Por último, maestro, háblenos de los proyectos que trae entre manos ahora mismo.

"Bueno, hay varios libros concursando por ahí..., tengo otros en espera de publicación: una novela corta sobre el amor moderno que sucede en Viena a principios del siglo pasado, un libro de cuentos con un acento en lo sobrenatural en todas sus vertientes, unos tres libros de poemas inéditos, y ahora recién comienzo a escribir una novela que tenía planeada desde hace tiempo. No he publicado en algunos años, pero no he dejado de escribir, sobre todo porque estaba muy ocupado en sostener una familia a distancia, que además, te diré, mis hijos son lo más importante en mi vida...

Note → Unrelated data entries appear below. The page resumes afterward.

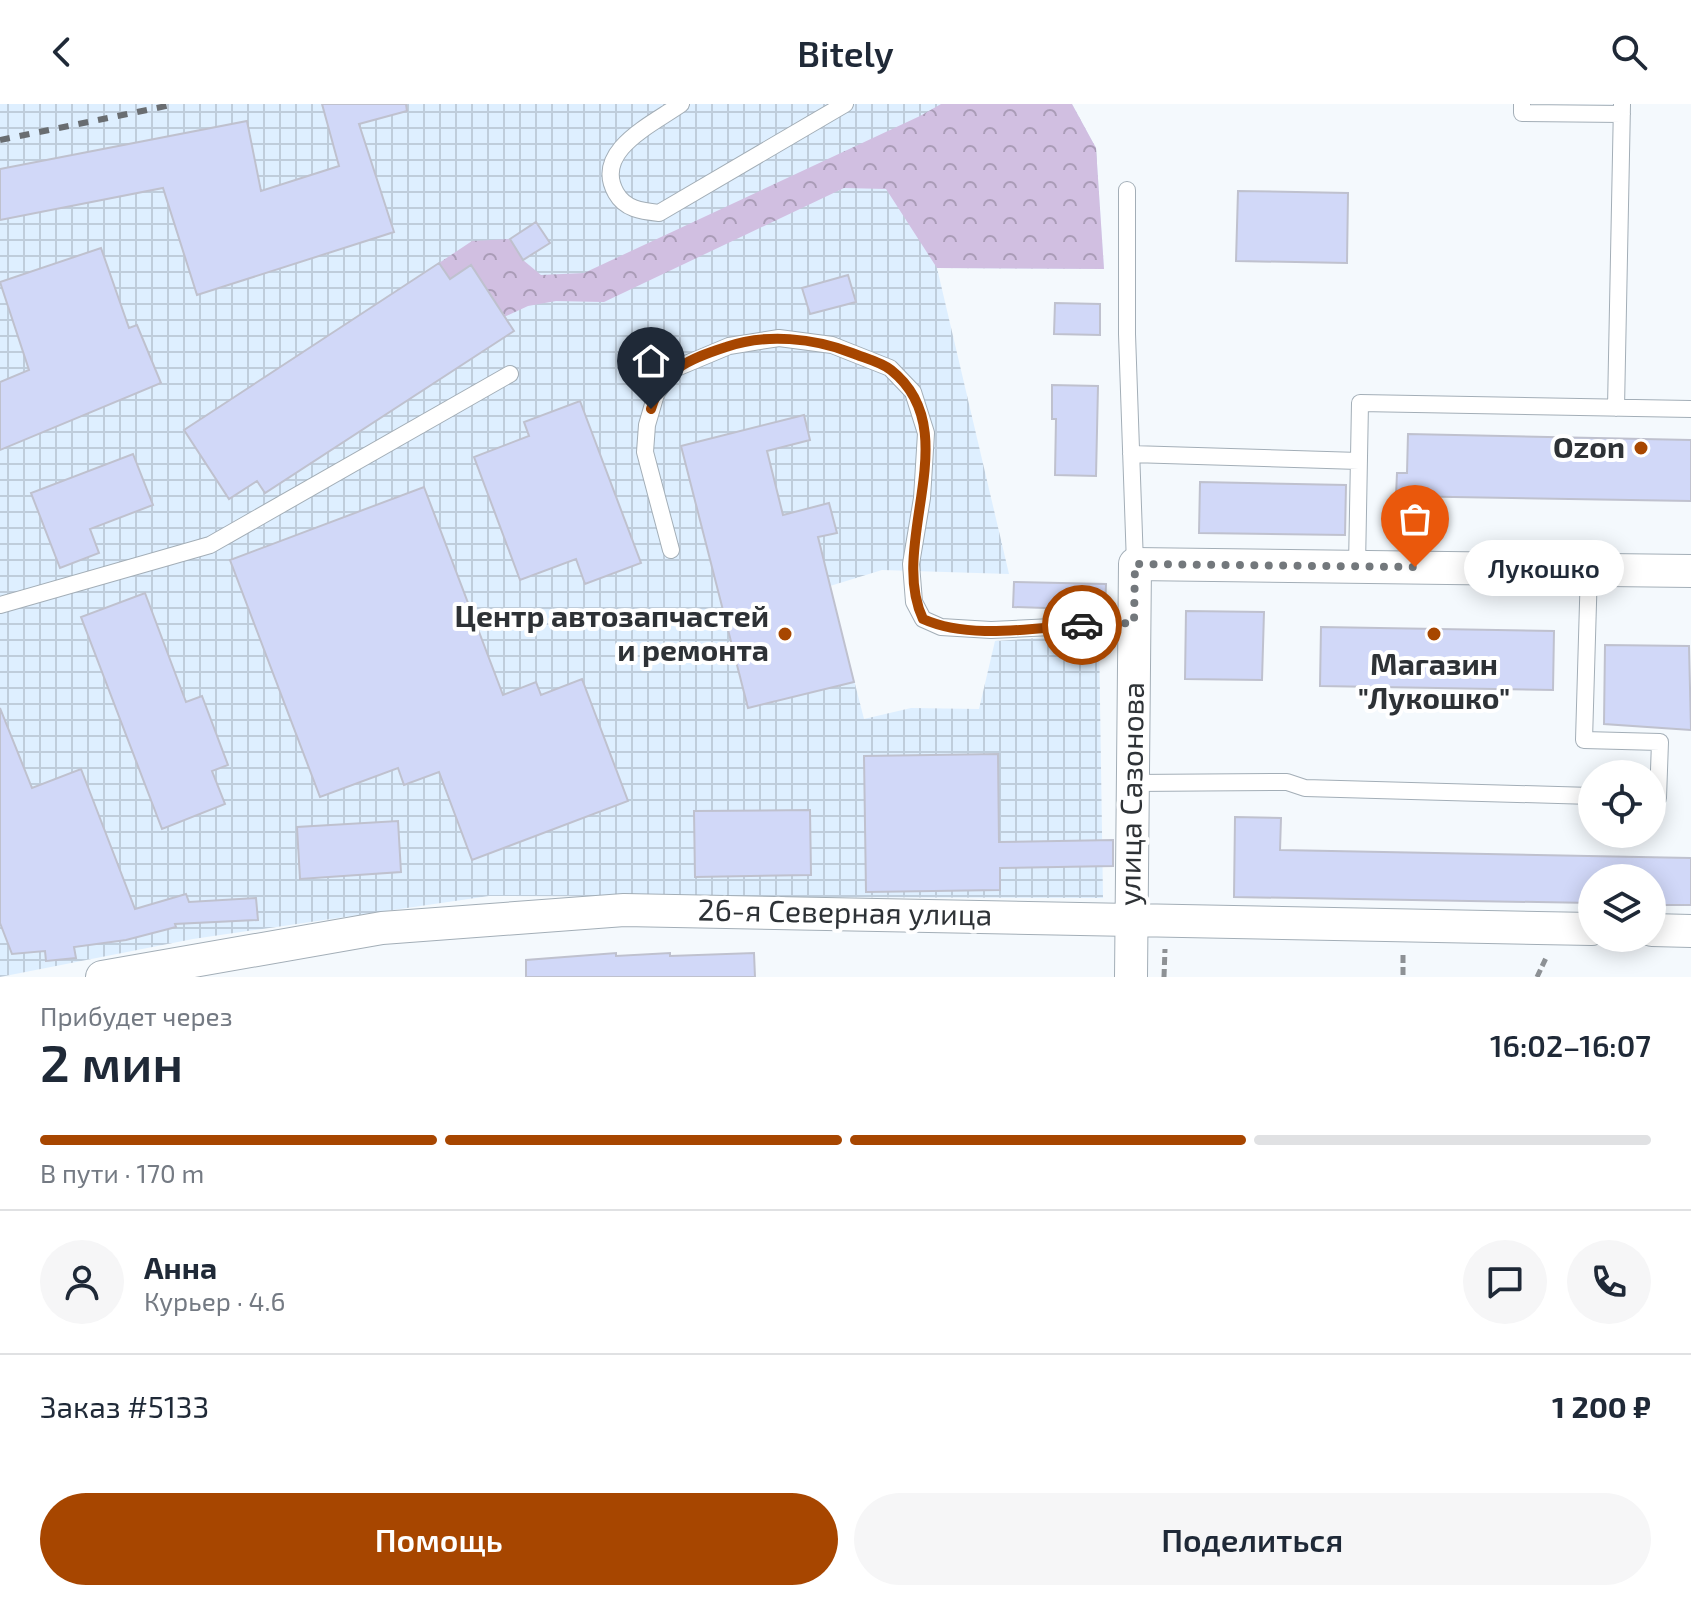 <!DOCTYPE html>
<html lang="ru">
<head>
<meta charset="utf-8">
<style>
  :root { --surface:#fff; --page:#f6f6f7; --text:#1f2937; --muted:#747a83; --line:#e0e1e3; --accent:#a74600 }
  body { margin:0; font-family:"Exo 2",sans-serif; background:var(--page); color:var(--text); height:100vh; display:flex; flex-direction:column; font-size:30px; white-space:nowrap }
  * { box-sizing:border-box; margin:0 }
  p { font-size:26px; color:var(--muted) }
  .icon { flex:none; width:44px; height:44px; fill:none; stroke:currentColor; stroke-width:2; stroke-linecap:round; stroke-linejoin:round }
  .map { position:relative; height:873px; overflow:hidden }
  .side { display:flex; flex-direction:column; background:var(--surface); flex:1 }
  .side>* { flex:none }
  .buttons { position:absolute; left:1578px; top:656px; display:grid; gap:16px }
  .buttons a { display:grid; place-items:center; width:88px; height:88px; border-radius:50%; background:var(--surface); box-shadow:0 4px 20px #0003; font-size:40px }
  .pin { position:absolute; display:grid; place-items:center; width:68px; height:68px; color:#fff; margin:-82px -34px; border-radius:50% 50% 50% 0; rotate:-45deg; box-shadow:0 0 8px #0007 }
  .pin .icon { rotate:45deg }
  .courier { position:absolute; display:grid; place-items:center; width:80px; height:80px; margin:-40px; border:6px solid #a74600; border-radius:50%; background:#fff; color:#222; box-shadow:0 2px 10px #0007 }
  .bubble { position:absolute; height:56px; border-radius:28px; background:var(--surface); box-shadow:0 4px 20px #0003; font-size:26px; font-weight:600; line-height:56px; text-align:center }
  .headline em { font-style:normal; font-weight:600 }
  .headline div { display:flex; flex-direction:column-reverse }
  .headline { display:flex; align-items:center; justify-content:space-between; height:136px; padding:0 40px }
  h1 { font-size:52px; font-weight:600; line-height:60px }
  .bar { display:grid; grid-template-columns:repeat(4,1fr); gap:12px 8px; align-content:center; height:96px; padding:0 40px }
  .bar i { height:10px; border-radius:6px; background:var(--line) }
  .bar .selected { background:var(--accent) }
  .bar p { grid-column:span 4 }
  .line { display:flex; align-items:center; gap:20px; padding:0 40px; border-top:2px solid var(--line) }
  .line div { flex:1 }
  .round { display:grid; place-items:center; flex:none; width:84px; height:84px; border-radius:42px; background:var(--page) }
  .primary-button { display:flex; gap:16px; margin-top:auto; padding:16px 40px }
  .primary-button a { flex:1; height:92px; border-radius:48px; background:var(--accent); color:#fff; font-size:32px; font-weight:600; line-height:92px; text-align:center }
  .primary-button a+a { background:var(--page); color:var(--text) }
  header { display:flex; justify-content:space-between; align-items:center; height:104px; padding:0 40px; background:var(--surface); font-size:36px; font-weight:600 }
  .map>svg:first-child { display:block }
  .industrial { fill:url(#industrial-grid) }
  .forest { fill:url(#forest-crowns) }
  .building { fill:#d1d8f8; stroke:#bfc1ce; stroke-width:2 }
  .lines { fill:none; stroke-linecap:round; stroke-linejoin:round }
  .lane-casing { stroke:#a3aeb7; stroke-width:18 }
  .street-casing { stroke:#a3aeb7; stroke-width:34 }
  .path { stroke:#8d9195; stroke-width:5; stroke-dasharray:8 4; stroke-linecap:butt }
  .lane { stroke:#fff; stroke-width:16 }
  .street { stroke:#fff; stroke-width:32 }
  .rail { stroke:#696d71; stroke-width:6; stroke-dasharray:10 10; stroke-linecap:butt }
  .done { stroke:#73787c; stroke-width:8; stroke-dasharray:0 14.4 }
  .route { stroke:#a74600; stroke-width:10 }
  .poi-dot { fill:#a74600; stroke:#fff; stroke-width:3 }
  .labels { text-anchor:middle; stroke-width:8; stroke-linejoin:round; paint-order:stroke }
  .poi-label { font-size:30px; font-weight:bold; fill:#2e3236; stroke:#fff; text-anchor:end }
  .street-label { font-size:30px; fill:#2e3236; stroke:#fff }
</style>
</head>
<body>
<header><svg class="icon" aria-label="back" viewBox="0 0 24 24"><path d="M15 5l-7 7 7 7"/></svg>Bitely<svg class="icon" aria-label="search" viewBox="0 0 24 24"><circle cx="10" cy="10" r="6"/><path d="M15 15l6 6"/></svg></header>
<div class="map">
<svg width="1691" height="873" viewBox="0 0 1691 873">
  <defs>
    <pattern id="industrial-grid" width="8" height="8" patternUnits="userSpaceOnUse" patternTransform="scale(2)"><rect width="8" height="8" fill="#deefff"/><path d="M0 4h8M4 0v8" fill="none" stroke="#bfcddb"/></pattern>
    <pattern id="forest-crowns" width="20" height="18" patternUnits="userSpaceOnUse" patternTransform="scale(2)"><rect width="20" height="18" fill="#d1bfe1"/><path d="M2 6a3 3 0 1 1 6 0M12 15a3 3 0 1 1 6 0" fill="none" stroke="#aa9cb7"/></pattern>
  </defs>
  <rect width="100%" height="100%" fill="#f4f9fd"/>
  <path class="industrial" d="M 0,0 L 1072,0 L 1096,44 L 1104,165 L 937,164 L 1009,470 L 882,466 L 830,482 L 864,615 L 911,604 L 979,605 L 995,537 L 1099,530 L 1103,794 L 489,792 L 193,835 L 0,873 Z"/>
  <path class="forest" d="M 941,0 L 1072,0 L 1096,44 L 1104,165 L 937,164 L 886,85 L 844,84 L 604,198 L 556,197 L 528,202 L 504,213 L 450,175 L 439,159 L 472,137 L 510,135 L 523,156 L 541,171 L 584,169 L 920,12 Z"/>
  <path class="building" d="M 322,0 L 406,0 L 407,7 L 359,20 L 394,128 L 197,191 L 163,84 L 0,116 L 0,65 L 247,17 L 261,87 L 339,62 Z
    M 1238,87 L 1348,89 L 1347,159 L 1236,157 Z
    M 536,118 L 550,139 L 523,156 L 510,135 Z
    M 101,144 L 129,224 L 137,221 L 161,279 L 0,346 L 0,278 L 29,266 L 0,178 Z
    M 439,159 L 450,175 L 471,161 L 514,227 L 265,389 L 257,377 L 229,395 L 184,326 Z
    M 848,171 L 856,198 L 810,210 L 802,184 Z
    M 1055,199 L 1100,200 L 1100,231 L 1054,230 Z
    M 1052,281 L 1098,282 L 1096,372 L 1055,371 L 1056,315 L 1052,315 Z
    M 580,297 L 641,459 L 585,480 L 576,455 L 520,476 L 474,353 L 529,332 L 524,318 Z
    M 804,311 L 810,336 L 767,347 L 783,411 L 829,399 L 837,429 L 818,433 L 854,578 L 748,604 L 681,342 Z
    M 1408,330 L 1691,336 L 1691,397 L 1396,392 L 1397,369 L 1407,369 Z
    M 133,350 L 153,401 L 90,425 L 99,449 L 60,464 L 31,389 Z
    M 1200,378 L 1346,381 L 1345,431 L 1199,429 Z
    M 424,383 L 503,591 L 536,578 L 541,591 L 582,575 L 628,697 L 472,756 L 439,668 L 404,681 L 398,664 L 320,693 L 230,456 Z
    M 1014,478 L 1106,480 L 1105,506 L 1013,503 Z
    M 145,489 L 186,598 L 202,592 L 228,661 L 212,667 L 225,700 L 162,725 L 81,513 Z
    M 1186,507 L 1264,508 L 1262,576 L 1185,575 Z
    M 1321,523 L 1554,527 L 1553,586 L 1320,582 Z
    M 1605,541 L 1689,542 L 1691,626 L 1604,620 Z
    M 0,604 L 32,684 L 81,665 L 135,805 L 186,790 L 189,798 L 256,794 L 258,816 L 175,820 L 176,823 L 126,836 L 74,843 L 76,854 L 46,857 L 45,847 L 12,850 L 0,819 Z
    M 998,650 L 999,738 L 1113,736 L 1113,762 L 1000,764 L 1000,786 L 866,788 L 864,652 Z
    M 810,706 L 811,771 L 695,773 L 694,707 Z
    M 1235,713 L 1281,714 L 1280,746 L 1691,754 L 1691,801 L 1652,801 L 1652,774 L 1592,774 L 1592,799 L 1234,793 Z
    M 398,717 L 401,768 L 300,775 L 297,723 Z
    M 616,849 L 616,852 L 670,849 L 670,852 L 754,849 L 755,873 L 526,873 L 526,856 Z"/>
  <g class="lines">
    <defs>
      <path id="lane" d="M 681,0 C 653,20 592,47 616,89 C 625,105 641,107 659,109 L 845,0
        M 1522,0 L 1522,9 L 1622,10
        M 1127,86 L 1127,230 L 1135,460
        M 1616,304 L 1622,0
        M 1131,350 L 1359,357
        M 671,446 L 645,348 L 647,321 L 656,290 L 674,265 L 729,242 L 779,234 L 832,241 L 890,264 L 913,288 L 926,329 L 922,394 L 911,460 L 914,498 L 923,515 L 941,523 L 991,526 L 1134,519
        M 1357,462 L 1360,299 L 1691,305
        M 1589,465 L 1584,636 L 1660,638 L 1658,694 L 1652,694
        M 0,501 L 210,441 L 510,270
        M 1132,679 L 1287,678 L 1305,684 L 1592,692"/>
      <path id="street" d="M 1652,826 L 1691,827
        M 102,873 L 382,824 L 624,806 L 1592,825
        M 1131,873 L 1135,460 L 1691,467"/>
    </defs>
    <use href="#lane" class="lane-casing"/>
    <use href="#street" class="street-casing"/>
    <path class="path" d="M 1403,851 L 1403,873
      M 1164,873 L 1165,845
      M 1537,873 L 1547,852"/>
    <use href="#lane" class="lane"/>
    <use href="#street" class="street"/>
    <path class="rail" d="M 0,36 L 176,0"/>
  </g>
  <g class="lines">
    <path class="done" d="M 1082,521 L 1134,519 L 1135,460 L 1415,463"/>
    <path class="route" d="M 651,305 C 663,265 689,255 726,243 C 766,229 814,234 852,249 C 864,254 881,258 891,266 C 968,327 887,439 923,515 C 970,536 1032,524 1082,521"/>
  </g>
  <g class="poi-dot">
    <circle cx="1641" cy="344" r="8"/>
    <circle cx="785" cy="530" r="8"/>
    <circle cx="1434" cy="530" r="8"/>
  </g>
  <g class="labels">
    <g class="poi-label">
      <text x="1625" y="354">Ozon</text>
      <text x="769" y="523">Центр автозапчастей<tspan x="769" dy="34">и ремонта</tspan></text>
      <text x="1434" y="571" text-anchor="middle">Магазин<tspan x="1434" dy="34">"Лукошко"</tspan></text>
    </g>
    <g class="street-label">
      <text transform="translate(1132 690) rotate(-89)" y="10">улица Сазонова</text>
      <text transform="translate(845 809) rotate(1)" y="10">26-я Северная улица</text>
    </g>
  </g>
</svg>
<div class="buttons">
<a><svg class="icon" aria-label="locate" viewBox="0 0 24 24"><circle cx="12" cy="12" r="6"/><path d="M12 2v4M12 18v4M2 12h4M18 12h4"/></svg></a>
<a><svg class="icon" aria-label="layers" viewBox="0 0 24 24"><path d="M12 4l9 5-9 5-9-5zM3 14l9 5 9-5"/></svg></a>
</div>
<div class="pin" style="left:1415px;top:463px;background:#ea580c"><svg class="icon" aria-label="bag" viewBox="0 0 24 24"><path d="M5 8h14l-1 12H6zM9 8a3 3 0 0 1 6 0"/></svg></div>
<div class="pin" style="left:651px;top:305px;background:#1f2937"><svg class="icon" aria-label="home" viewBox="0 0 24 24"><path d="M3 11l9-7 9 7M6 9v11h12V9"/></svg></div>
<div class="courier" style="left:1082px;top:521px"><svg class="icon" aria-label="car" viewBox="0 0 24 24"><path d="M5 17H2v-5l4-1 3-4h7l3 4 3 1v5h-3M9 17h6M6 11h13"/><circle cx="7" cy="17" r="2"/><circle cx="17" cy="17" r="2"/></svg></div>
<div class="bubble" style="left:1464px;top:436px;width:160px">Лукошко</div>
</div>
<section class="side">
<div class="headline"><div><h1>2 мин</h1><p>Прибудет через</p></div><em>16:02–16:07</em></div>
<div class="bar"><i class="selected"></i><i class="selected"></i><i class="selected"></i><i></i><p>В пути · 170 m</p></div>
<div class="line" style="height:144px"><a class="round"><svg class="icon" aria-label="person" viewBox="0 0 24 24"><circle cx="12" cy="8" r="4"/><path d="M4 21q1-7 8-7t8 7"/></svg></a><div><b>Анна</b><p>Курьер · 4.6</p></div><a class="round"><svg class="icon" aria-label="chat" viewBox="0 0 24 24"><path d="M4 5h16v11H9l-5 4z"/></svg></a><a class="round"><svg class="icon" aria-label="phone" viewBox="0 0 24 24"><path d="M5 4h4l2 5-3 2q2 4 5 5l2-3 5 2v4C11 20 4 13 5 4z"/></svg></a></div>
<div class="line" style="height:104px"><div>Заказ #5133</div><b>1 200 ₽</b></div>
<div class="primary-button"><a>Помощь</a><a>Поделиться</a></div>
</section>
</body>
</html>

"Tengo por ahí un proyecto en el que trabajo también, que es el guión de una película sobre Monseñor Guízar y Valencia, por encargo, y es algo fascinante, que me ha acercado mucho a la religión; yo que escribí sobre el mal, creo más que nunca en Dios. Pero eso se lo debo a una mujer maravillosa: Beatriz...".

Unas palabras finales...

"Creo que la literatura puede contribuir a construir un mundo mejor, creo que ése es uno de los caminos que el artista puede escoger... Mi vida, como te dije, toda es literatura; por ejemplo, mi correo electrónico está sacado de una novela: El viaje al fin de la noche, de Luis Fernando Céline, donde el protagonista se llama Bardamu, y así es mi email: bardamu64@hotmail.com".

Así es Irving Ramírez, un xalapeño cuyo fervor "puro y duro" en la letra escrita lo conduce a entregarse hasta las últimas consecuencias.

No dudamos que muy pronto obtendrá un premio importante y sus renglones ya no se quedarán al margen del lauro merecido. Mucho éxito, maestro.